■ Exercise instructions ■
From the first line of the data below through the line bearing "2px #424242) drop-shadow(0", reproduce each line exactly; do not include pictures.

(Collected data entries)
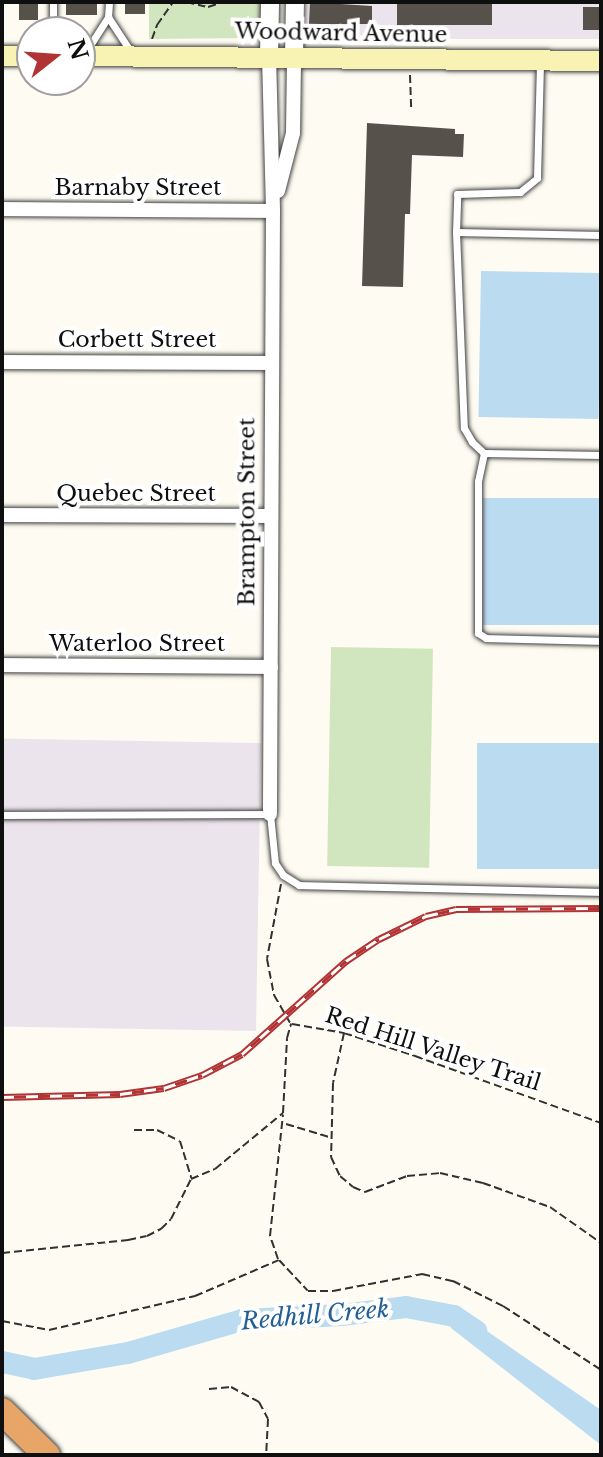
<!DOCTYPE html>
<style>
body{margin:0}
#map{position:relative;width:603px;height:1457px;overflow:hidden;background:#fefcf2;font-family:"Libre Baskerville",serif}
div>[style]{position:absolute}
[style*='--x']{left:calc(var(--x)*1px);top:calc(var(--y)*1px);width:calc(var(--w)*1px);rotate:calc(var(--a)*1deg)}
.industrial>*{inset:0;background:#ece4ec;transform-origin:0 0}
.green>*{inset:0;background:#d1e6be;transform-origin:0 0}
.water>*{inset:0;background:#bbdbf1;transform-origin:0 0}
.river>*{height:22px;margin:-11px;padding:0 11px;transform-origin:11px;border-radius:11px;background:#bbdbf1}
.building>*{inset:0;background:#57514c;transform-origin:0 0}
.path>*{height:2px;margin-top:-1px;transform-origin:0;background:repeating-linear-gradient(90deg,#313131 0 8px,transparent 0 12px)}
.roads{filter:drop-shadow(0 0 2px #424242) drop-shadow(0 0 2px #424242)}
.service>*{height:7px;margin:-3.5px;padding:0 3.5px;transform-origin:3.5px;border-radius:3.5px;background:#fff}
.minor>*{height:14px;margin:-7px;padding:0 7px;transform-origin:7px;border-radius:7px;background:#fff}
.tertiary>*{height:18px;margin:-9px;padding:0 9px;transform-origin:9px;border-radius:9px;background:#fff}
.secondary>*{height:20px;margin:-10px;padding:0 10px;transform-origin:10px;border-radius:10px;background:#f8f3b3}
.motorway>*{height:26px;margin:-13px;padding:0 13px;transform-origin:13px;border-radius:13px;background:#e7a667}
.rail>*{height:7px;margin-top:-3.5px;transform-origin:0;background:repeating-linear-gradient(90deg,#fff 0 12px,#b23334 0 24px);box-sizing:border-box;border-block:2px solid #b23334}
span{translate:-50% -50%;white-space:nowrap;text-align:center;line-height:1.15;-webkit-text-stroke:8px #fff;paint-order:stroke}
.street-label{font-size:22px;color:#0f0f0f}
.water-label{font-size:24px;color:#235f96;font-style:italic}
.frame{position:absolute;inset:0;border:4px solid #0f0f0f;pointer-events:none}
.north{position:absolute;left:16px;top:16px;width:80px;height:80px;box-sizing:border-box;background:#fff;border:2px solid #9f9f9f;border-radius:50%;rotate:73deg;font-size:22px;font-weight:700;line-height:32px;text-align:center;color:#0f0f0f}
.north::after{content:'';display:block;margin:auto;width:28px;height:36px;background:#b23334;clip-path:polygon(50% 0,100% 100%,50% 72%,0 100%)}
</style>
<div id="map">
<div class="industrial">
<i style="left:306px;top:2px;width:295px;height:37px"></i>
<i style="left:261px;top:743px;width:288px;height:259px;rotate:91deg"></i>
</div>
<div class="green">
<i style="clip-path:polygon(149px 2px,262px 2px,262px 31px,253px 38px,149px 39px)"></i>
<i style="left:331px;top:647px;width:102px;height:219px;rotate:1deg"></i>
</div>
<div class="water">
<i style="left:481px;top:271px;width:120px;height:146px;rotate:1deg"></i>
<i style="left:601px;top:498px;width:127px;height:118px;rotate:90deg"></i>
<i style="left:477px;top:743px;width:124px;height:126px"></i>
<i style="clip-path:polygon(455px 1309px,601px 1410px,601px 1445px,451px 1328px)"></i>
</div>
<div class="river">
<i style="--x:2;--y:1362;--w:33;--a:12"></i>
<i style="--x:34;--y:1369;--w:95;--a:-9.7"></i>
<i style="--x:128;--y:1353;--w:119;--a:-16.1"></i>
<i style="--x:242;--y:1320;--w:100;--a:-2.9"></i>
<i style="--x:342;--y:1315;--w:64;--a:-7.1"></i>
<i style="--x:406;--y:1307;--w:49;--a:10.6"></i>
<i style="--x:454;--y:1316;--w:27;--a:34"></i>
</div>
<div class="building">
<i style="left:19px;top:2px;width:19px;height:18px"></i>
<i style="left:66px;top:2px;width:31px;height:13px"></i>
<i style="left:125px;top:2px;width:20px;height:12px"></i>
<i style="clip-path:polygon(310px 2px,372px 6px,372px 24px,309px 24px)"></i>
<i style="left:397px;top:2px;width:95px;height:23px"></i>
<i style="left:583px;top:7px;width:18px;height:23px"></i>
<i style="clip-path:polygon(367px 123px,455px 129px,455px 134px,464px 134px,463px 157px,412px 155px,410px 214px,405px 214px,403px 287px,362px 286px)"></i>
</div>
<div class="path">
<i style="--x:186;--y:2;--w:23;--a:13"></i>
<i style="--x:208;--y:7;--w:16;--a:-18"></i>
<i style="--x:152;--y:39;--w:15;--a:-70"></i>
<i style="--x:157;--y:25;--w:28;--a:-55"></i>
<i style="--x:410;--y:75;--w:36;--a:88"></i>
<i style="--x:281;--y:884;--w:76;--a:100.6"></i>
<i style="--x:267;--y:959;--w:37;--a:79"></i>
<i style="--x:274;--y:995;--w:32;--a:60"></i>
<i style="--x:292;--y:1024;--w:53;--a:9.8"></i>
<i style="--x:344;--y:1033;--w:75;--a:17.9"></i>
<i style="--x:415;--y:1056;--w:198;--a:19.8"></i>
<i style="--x:344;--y:1033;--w:51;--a:102.4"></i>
<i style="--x:333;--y:1083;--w:74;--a:91.5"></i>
<i style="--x:331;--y:1157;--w:21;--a:65"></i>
<i style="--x:340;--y:1176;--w:17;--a:40"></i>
<i style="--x:353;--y:1187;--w:13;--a:23"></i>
<i style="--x:365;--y:1192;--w:45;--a:-20.9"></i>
<i style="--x:407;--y:1176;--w:33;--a:-5"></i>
<i style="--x:440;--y:1173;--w:44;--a:13.1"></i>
<i style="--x:483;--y:1183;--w:71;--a:19.7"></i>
<i style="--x:550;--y:1207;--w:62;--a:35.2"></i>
<i style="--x:286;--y:1124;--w:45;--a:16.8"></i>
<i style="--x:134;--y:1130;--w:23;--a:0"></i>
<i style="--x:157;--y:1130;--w:25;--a:26"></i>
<i style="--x:180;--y:1141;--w:39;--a:73"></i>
<i style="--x:2;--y:1253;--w:127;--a:-5.9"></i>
<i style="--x:128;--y:1240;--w:19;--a:-12"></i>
<i style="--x:147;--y:1236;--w:16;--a:-27"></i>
<i style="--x:161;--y:1229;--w:14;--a:-45"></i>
<i style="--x:171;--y:1219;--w:45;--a:-63.4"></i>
<i style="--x:191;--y:1179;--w:26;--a:-23"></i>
<i style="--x:215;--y:1169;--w:88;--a:-39.5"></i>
<i style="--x:283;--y:1113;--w:75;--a:-86.9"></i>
<i style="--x:287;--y:1038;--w:15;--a:-74"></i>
<i style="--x:278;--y:1259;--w:24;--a:-109"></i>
<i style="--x:270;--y:1236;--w:122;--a:-83.9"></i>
<i style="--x:2;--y:1321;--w:48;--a:10.8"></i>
<i style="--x:49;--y:1330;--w:150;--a:-13.1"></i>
<i style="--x:195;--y:1296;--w:91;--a:-23.2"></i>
<i style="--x:279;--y:1260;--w:42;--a:46.9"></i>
<i style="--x:308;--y:1291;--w:25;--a:0"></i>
<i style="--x:333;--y:1291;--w:91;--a:-10.8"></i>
<i style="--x:422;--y:1274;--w:32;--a:13"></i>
<i style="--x:453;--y:1281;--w:56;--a:26.6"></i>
<i style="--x:503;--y:1306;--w:117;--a:33.1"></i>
<i style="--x:209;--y:1389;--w:22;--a:-5"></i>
<i style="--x:231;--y:1387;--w:32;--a:28"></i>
<i style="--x:259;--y:1402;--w:19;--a:62"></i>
<i style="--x:268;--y:1419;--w:36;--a:93"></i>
</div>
<div class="roads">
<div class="service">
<i style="--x:108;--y:17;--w:42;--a:56.7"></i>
<i style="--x:53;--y:32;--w:30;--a:-90"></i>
<i style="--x:85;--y:53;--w:43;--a:-57.4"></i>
<i style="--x:108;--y:17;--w:15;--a:-86"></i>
<i style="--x:456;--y:232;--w:38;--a:-88"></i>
<i style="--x:457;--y:194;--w:63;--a:-1.8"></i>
<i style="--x:520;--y:192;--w:22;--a:-39"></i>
<i style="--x:537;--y:178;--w:116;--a:-88.5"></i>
<i style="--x:601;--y:235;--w:145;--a:-178.8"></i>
<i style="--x:456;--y:232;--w:196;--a:87.7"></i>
<i style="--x:464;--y:428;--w:16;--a:60"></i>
<i style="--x:472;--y:442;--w:16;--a:43"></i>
<i style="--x:484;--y:453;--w:117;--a:1"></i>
<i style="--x:484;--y:453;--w:29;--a:102"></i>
<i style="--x:478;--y:481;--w:152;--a:90"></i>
<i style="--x:478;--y:633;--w:9;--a:32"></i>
<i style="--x:486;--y:638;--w:115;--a:1.5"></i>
<i style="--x:2;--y:815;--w:268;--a:-0.2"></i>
<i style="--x:270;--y:814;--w:49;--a:84.2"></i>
<i style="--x:275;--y:863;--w:14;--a:56"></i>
<i style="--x:283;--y:875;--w:19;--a:32"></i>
<i style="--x:299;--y:885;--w:302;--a:1.3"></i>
</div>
<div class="minor">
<i style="--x:269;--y:56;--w:155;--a:88.5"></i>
<i style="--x:273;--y:211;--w:603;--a:90.29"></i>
<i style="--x:278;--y:191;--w:60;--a:-75.5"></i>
<i style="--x:293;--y:133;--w:76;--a:-89.2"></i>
<i style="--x:2;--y:209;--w:271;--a:0.4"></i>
<i style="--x:2;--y:362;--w:269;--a:0.2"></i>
<i style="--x:2;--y:515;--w:269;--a:0.2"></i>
<i style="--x:2;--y:665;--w:269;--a:0.4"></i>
</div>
<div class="tertiary">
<i style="--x:269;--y:56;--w:54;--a:-88.9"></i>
<i style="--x:294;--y:57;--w:55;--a:-89"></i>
</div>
<div class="secondary">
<i style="--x:2;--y:56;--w:30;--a:0"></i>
<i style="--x:80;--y:56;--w:521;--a:0.55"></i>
</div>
<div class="motorway">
<i style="--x:2;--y:1411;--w:63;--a:44.4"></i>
</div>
</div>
<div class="rail">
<i style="--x:2;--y:1097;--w:118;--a:-1.5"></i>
<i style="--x:120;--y:1094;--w:44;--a:-7.8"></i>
<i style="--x:164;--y:1088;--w:40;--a:-18.9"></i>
<i style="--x:202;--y:1075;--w:45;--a:-27.7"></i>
<i style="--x:242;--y:1054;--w:140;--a:-41.8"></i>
<i style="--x:346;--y:961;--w:40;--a:-34"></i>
<i style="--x:379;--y:939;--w:52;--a:-26.1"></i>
<i style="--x:426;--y:916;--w:31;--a:-13"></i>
<i style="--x:456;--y:909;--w:145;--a:-0.4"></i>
</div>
<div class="street-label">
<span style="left:341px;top:33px;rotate:1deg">Woodward Avenue</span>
<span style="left:138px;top:188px">Barnaby Street</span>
<span style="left:137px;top:340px">Corbett Street</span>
<span style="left:136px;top:494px">Quebec Street</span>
<span style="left:247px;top:512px;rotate:-90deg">Brampton Street</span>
<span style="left:137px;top:644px">Waterloo Street</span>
<span style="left:433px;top:1049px;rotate:18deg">Red Hill Valley Trail</span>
</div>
<div class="water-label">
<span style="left:315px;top:1315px;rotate:-5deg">Redhill Creek</span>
</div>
<div class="frame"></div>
<div class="north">N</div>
</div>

■ Expected output ■
<!DOCTYPE html>
<style>
body{margin:0}
#map{position:relative;width:603px;height:1457px;overflow:hidden;background:#fefcf2;font-family:"Libre Baskerville",serif}
div>[style]{position:absolute}
[style*='--x']{left:calc(var(--x)*1px);top:calc(var(--y)*1px);width:calc(var(--w)*1px);rotate:calc(var(--a)*1deg)}
.industrial>*{inset:0;background:#ece4ec;transform-origin:0 0}
.green>*{inset:0;background:#d1e6be;transform-origin:0 0}
.water>*{inset:0;background:#bbdbf1;transform-origin:0 0}
.river>*{height:22px;margin:-11px;padding:0 11px;transform-origin:11px;border-radius:11px;background:#bbdbf1}
.building>*{inset:0;background:#57514c;transform-origin:0 0}
.path>*{height:2px;margin-top:-1px;transform-origin:0;background:repeating-linear-gradient(90deg,#313131 0 8px,transparent 0 12px)}
.roads{filter:drop-shadow(0 0 2px #424242) drop-shadow(0 0 2px #424242)}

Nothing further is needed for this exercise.